Over the years there have been multiple arguments to defend or attack the patents. Supporters state that patents promote research by protecting the researchers’ investment while attackers state that patents hinder research and drive prices up. Myriad was often criticised because, while they released the details of the pathogenic (disease causing) mutations found via germline genetic testing of patients, they did not share the information regarding changes of uncertain significance, called “variants” with the large databases (such as BIC) that had been set up to try to sort out which changes were pathogenic and which ones benign. This led to a patient backlash: “How can someone own something that is part of me?”

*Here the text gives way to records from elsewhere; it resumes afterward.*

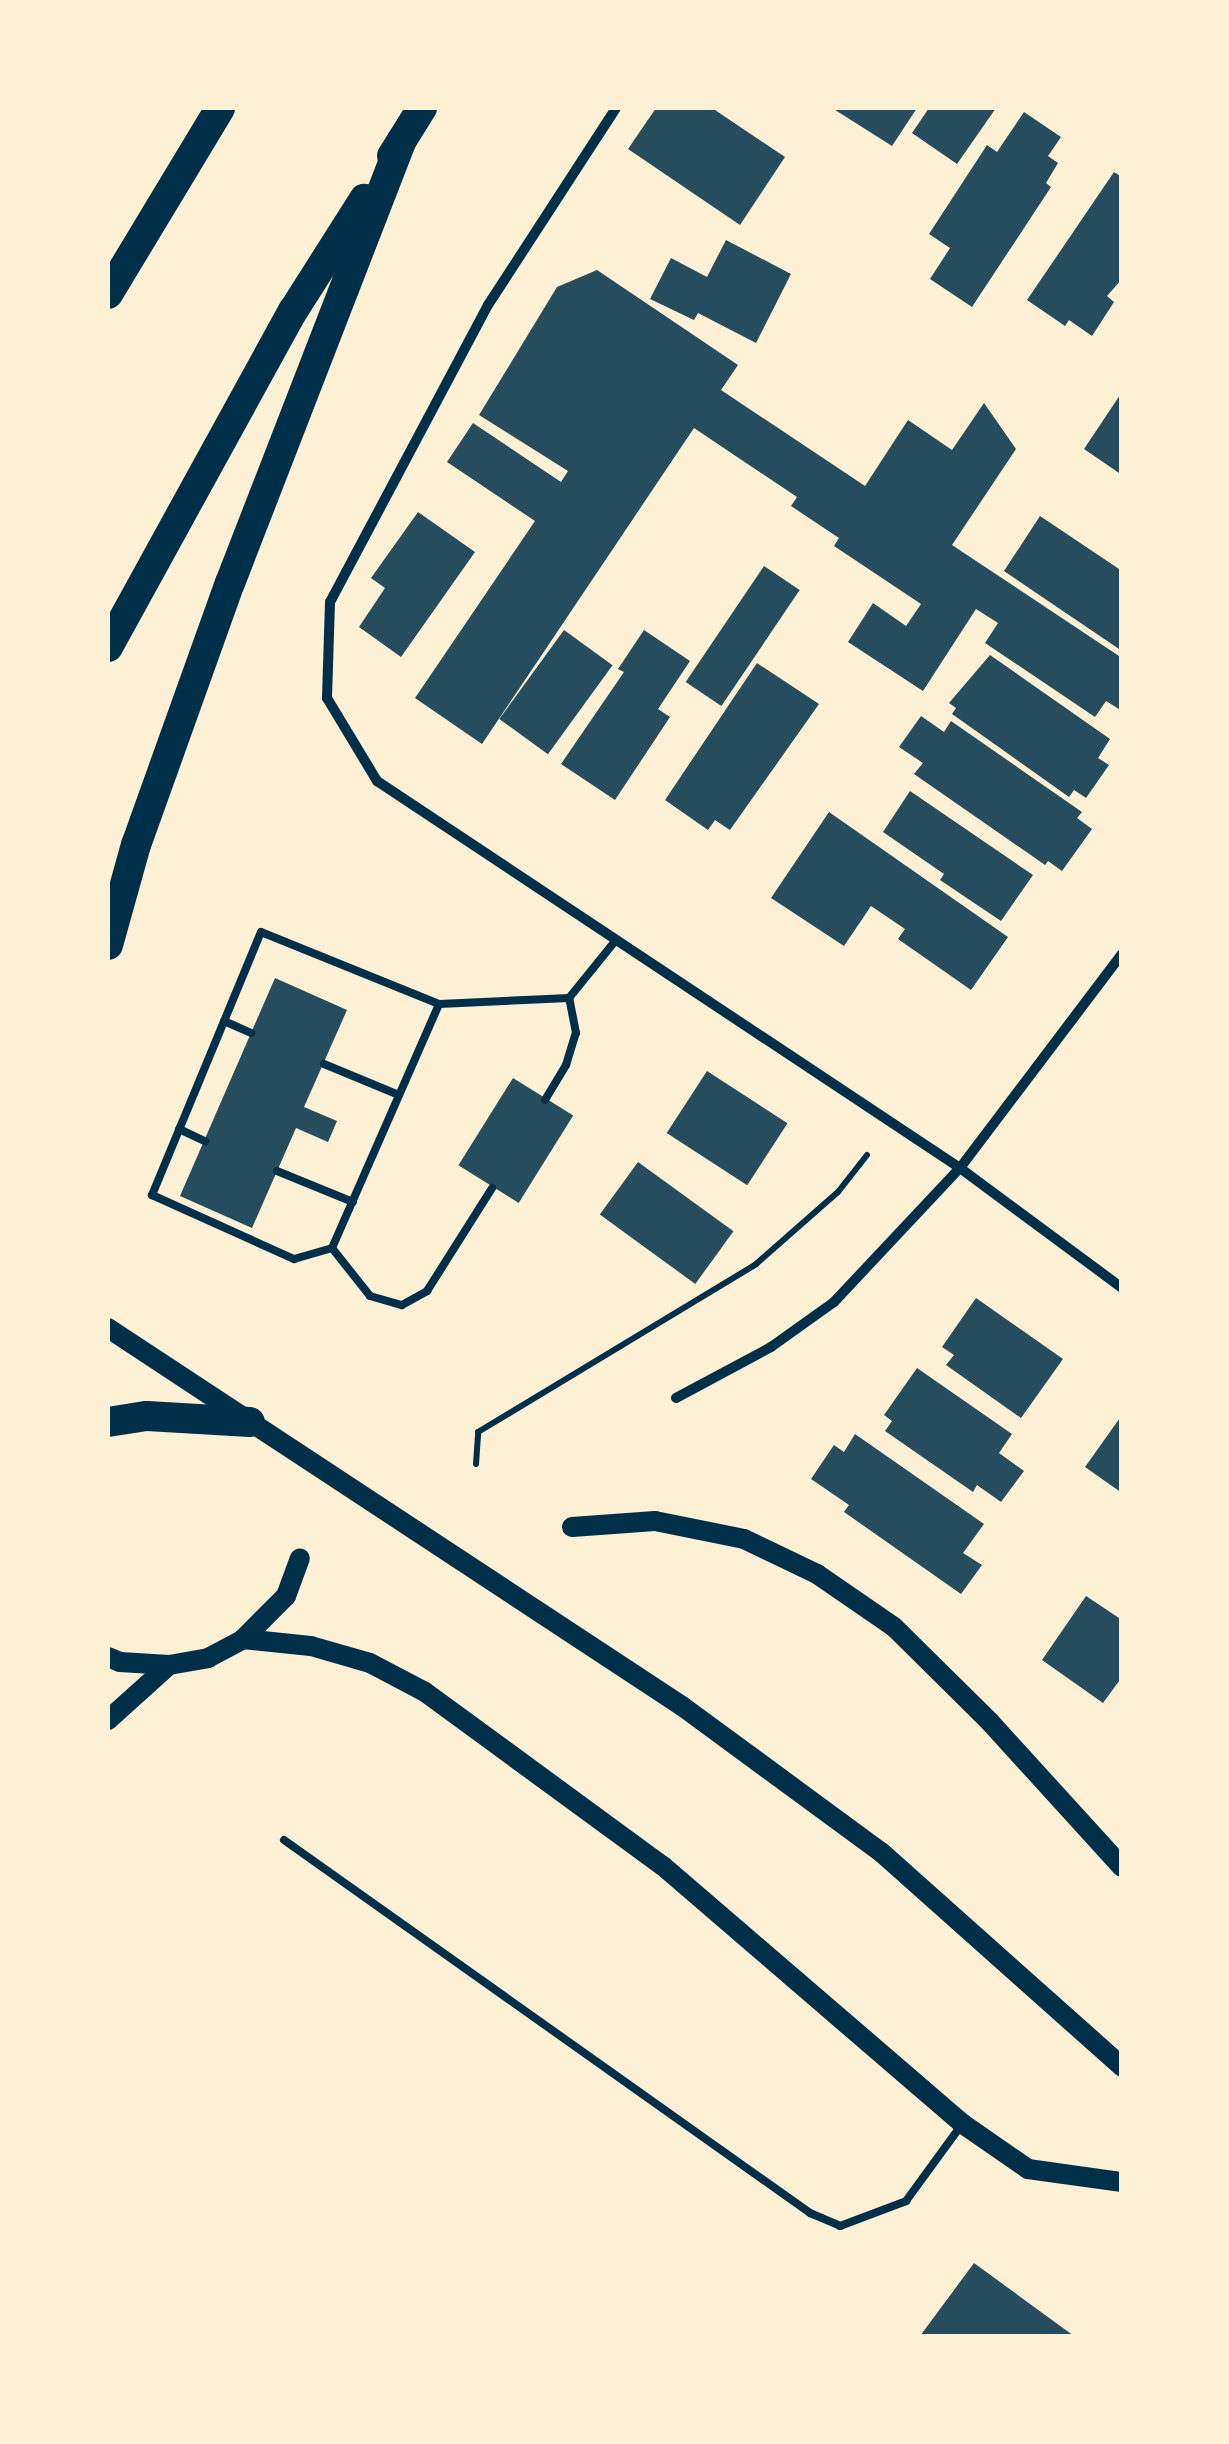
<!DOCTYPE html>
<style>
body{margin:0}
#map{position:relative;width:1229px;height:2444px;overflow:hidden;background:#fdf0d5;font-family:Poppins,sans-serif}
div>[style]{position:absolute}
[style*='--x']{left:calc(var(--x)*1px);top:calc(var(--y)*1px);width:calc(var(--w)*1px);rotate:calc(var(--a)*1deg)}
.building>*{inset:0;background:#264d5e;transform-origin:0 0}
.path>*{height:6px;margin:-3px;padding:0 3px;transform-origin:3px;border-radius:3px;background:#003049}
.service>*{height:8px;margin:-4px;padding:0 4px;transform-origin:4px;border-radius:4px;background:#003049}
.minor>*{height:10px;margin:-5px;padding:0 5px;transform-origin:5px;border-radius:5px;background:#003049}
.secondary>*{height:20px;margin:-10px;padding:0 10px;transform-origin:10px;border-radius:10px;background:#003049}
.motorway>*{height:30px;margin:-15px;padding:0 15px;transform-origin:15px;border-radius:15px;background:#003049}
span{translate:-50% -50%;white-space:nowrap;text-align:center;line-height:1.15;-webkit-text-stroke:10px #fdf0d5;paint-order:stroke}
.frame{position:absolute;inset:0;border:110px solid #fdf0d5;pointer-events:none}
</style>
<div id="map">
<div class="building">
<div style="clip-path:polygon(656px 108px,712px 108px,785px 157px,740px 225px,628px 149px)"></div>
<div style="clip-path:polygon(832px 108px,917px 108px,892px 146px)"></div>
<div style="clip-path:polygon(929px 108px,996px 108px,957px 164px,912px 133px)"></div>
<div style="clip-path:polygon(1024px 112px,1061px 137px,1048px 156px,1058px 163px,1046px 183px,1051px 187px,972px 307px,930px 279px,950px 248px,929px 234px,987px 145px,997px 152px)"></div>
<div style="clip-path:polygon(1114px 172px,1122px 177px,1122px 279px,1107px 296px,1114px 302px,1092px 336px,1069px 320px,1065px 326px,1027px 300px)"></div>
<div style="clip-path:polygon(726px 240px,791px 274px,756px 343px,698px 313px,694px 320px,650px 299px,671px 258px,707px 277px)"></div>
<div style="clip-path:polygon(597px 270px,738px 365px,721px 390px,865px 486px,908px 420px,952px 450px,984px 403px,1016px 449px,952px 545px,1122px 658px,1122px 711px,1106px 701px,1095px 717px,985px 643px,998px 623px,976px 609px,923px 691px,848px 642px,873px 603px,906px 626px,921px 604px,834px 546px,839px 538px,791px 506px,797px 497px,694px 428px,482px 744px,415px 698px,535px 521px,447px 462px,473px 423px,561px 482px,568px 471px,479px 415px,557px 287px)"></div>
<div style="clip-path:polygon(1122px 392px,1122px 475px,1084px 449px)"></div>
<div style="clip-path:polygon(418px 512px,475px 552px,401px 657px,359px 627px,385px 588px,371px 578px)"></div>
<div style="clip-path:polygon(1040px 516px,1122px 571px,1122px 651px,1004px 571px)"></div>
<div style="left:764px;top:566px;width:43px;height:140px;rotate:34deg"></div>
<div style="left:564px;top:630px;width:60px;height:110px;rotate:36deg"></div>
<div style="clip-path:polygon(644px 630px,690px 661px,658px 709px,670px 717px,615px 800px,561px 764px,624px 672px,618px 669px)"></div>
<div style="clip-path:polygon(990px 655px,1110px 739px,1098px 758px,1109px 765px,1086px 798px,1074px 790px,1069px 797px,952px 714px,956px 708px,949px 703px)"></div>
<div style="clip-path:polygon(757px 663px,819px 704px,730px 830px,715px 820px,708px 830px,665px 800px)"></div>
<div style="clip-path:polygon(921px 716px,944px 732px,951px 721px,1082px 812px,1077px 818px,1092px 829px,1062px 871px,1048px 861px,1045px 865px,914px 774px,923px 763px,899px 747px)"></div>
<div style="clip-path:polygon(910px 791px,1033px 875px,1001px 921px,940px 880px,944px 874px,883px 832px)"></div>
<div style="clip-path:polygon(829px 812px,1008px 937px,971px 990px,898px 939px,905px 929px,871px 906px,844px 946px,771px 898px)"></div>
<div style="clip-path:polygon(275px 978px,347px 1010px,304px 1107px,337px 1121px,328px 1142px,296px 1128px,252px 1228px,180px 1196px)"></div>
<div style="left:707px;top:1071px;width:96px;height:74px;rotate:33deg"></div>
<div style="left:513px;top:1078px;width:71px;height:103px;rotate:32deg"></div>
<div style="left:638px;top:1162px;width:118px;height:65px;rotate:36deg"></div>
<div style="clip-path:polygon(976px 1298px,1063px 1359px,1021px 1418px,946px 1365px,954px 1355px,942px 1347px)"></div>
<div style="clip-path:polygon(917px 1368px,1012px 1434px,999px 1453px,1024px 1471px,1001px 1502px,977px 1485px,973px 1492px,885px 1431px,892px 1421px,884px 1415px)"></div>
<div style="clip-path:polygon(1122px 1415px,1122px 1493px,1085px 1467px)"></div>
<div style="clip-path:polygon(855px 1434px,984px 1524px,963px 1553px,982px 1565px,961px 1594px,844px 1512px,849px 1505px,811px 1479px,834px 1445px,844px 1452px)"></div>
<div style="clip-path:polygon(1086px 1596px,1122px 1620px,1122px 1677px,1103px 1703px,1042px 1660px)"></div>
<div style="clip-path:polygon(974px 2263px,1074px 2336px,920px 2336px)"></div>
</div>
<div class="path">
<div style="--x:476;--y:1464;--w:32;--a:-86"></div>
<div style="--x:478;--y:1432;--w:325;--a:-31.1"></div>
<div style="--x:756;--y:1264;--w:109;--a:-41.3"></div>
<div style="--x:838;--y:1192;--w:47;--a:-51.9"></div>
</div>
<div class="service">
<div style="--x:439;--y:1004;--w:192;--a:-158"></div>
<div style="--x:261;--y:932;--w:285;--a:112.5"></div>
<div style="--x:152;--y:1195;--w:156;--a:24.3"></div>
<div style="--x:294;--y:1259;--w:40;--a:-16"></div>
<div style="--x:332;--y:1248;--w:266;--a:-66.3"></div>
<div style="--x:439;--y:1004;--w:130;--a:-2.6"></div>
<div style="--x:569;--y:998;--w:75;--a:-51"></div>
<div style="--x:224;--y:1021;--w:30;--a:24"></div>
<div style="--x:324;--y:1064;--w:81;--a:22.5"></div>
<div style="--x:545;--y:1100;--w:41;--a:-59"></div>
<div style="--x:566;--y:1065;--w:34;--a:-73"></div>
<div style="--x:576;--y:1033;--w:36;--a:-101"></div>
<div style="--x:179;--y:1129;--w:29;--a:25"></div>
<div style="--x:277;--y:1171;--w:82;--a:22.2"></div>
<div style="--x:332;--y:1248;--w:61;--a:51.6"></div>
<div style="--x:370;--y:1296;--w:33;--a:16"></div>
<div style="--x:402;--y:1305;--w:29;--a:-29"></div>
<div style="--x:427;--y:1291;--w:122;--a:-57.7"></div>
<div style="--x:284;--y:1840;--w:645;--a:35.34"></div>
<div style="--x:810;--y:2213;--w:33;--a:23"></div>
<div style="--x:840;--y:2226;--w:71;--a:-20.7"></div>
<div style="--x:906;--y:2201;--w:92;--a:-53.9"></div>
</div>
<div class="minor">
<div style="--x:616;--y:108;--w:235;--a:123"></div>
<div style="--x:488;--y:305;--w:336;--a:118"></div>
<div style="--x:330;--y:602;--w:96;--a:91.8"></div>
<div style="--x:327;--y:698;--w:97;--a:58.9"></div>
<div style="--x:377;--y:781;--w:700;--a:33.58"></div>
<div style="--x:960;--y:1168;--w:202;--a:36.5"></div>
<div style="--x:676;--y:1398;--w:108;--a:-28.2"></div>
<div style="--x:771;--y:1347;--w:77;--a:-35.5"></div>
<div style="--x:834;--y:1302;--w:184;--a:-46.8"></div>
<div style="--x:960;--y:1168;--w:268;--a:-52.9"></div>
</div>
<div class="secondary">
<div style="--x:108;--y:1328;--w:687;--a:33.37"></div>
<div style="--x:682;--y:1706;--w:247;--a:36.3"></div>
<div style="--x:881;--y:1852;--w:323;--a:41.7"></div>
<div style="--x:572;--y:1527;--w:83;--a:-4.1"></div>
<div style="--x:655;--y:1521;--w:91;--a:11.4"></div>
<div style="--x:744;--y:1539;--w:81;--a:25.6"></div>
<div style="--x:817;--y:1574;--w:93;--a:34.5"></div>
<div style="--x:894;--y:1627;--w:135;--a:44.7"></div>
<div style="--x:990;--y:1722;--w:196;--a:47.7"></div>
<div style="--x:243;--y:1639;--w:68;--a:5.9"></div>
<div style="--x:311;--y:1646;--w:61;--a:16.1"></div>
<div style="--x:370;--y:1663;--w:62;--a:27.8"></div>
<div style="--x:425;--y:1692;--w:295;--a:36.2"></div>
<div style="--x:663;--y:1866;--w:396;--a:40.7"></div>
<div style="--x:963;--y:2124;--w:79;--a:34.7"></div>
<div style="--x:1028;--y:2169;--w:95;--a:7.9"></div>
<div style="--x:108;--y:1657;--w:13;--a:23"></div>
<div style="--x:120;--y:1662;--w:49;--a:3.5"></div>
<div style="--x:169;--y:1665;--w:40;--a:-10"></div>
<div style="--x:208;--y:1658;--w:40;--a:-28"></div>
<div style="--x:243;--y:1639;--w:61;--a:-45"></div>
<div style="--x:286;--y:1596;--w:40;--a:-69.8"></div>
<div style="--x:108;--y:1720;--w:82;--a:-42"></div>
</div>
<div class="motorway">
<div style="--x:392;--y:156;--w:57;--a:-58"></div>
<div style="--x:108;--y:294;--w:217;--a:-58.9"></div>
<div style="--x:108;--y:647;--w:384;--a:-61.2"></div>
<div style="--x:293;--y:311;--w:133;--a:-57.6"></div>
<div style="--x:108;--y:945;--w:104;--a:-74.4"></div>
<div style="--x:136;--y:845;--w:278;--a:-70.3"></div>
<div style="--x:230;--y:583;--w:474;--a:-68.8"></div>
<div style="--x:108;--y:1422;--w:39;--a:-9"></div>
<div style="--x:147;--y:1416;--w:103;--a:3.3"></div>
</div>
<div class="frame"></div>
</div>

The legal challenges in the US see-sawed between supporting and denying the patient: the District court found that isolated DNA was not markedly different and therefore not patentable; the Federal Circuit then found that the chemical bonds were broken and therefore it was markedly different and patentable and lastly in June 2013, the Supreme Court, considering whether the steps to isolated DNA were conventional or routine and/or if isolated DNA was inventive decided that human genes are not patentable as naturally occurring DNA was a product of nature and not patentable but that that cDNA, which was created in the lab, was not a product of nature and could be patented.
The Australian Experience
In Australia, things were different. When Myriad decided to try to enforce its patents here in 2008, there was a big back-lash and legal action was threatened. Perhaps fearing that if an Australian court decided that the patent was not valid that it could set a precedent for legal action in the US and elsewhere, Myriad “gifted” its patent to Australia (that is, it still kept it’s right to enforce the patent but agreed not to do so). As a result, genetic testing in Australia was relatively inexpensive , <$2000 compared to <$5000 in the US or countries where the patent was enforced such as Malaysia, and cost around the same regardless of whether the test was done by Myriad’s Australian representative Genetic Technologies or a different lab.
Legal firm, Maurice Blackburn, decided to start a legal battle in 2010, together with patient advocacy group Cancer Voices Australia and Yvonne D’Arcy (who herself had had breast cancer) because they saw the commercialisation of human DNA as an example of social injustice. The case was conducted pro-bono.
Australian judges also found interpreting just what could be patented when it comes to human DNA difficult. In February 2013 Australia’s Federal Court ruled in favour of the patent and this ruling was upheld on appeal in September 2014, although for different reasons.
This week, on the 7th October, the battle culminated with a final win: the Australian High Court found that “an isolated nucleic acid, coding for the BRCA1 protein, with specified variations, is not a manner of manufacture” and thus the patent is not valid.
Access is the biggest barrier
So… what changes? Actually, not much as far as patients are concerned. With waiting times in some public familial cancer centres blowing out to over 3 years and no Medicare rebate for the test if the patient is seen by a private genetic oncologist or clinical geneticist, the biggest barrier to genetic testing in Australia remains one of access rather than cost per se. Maybe this could be Maurice Blackburn’s next social justice case?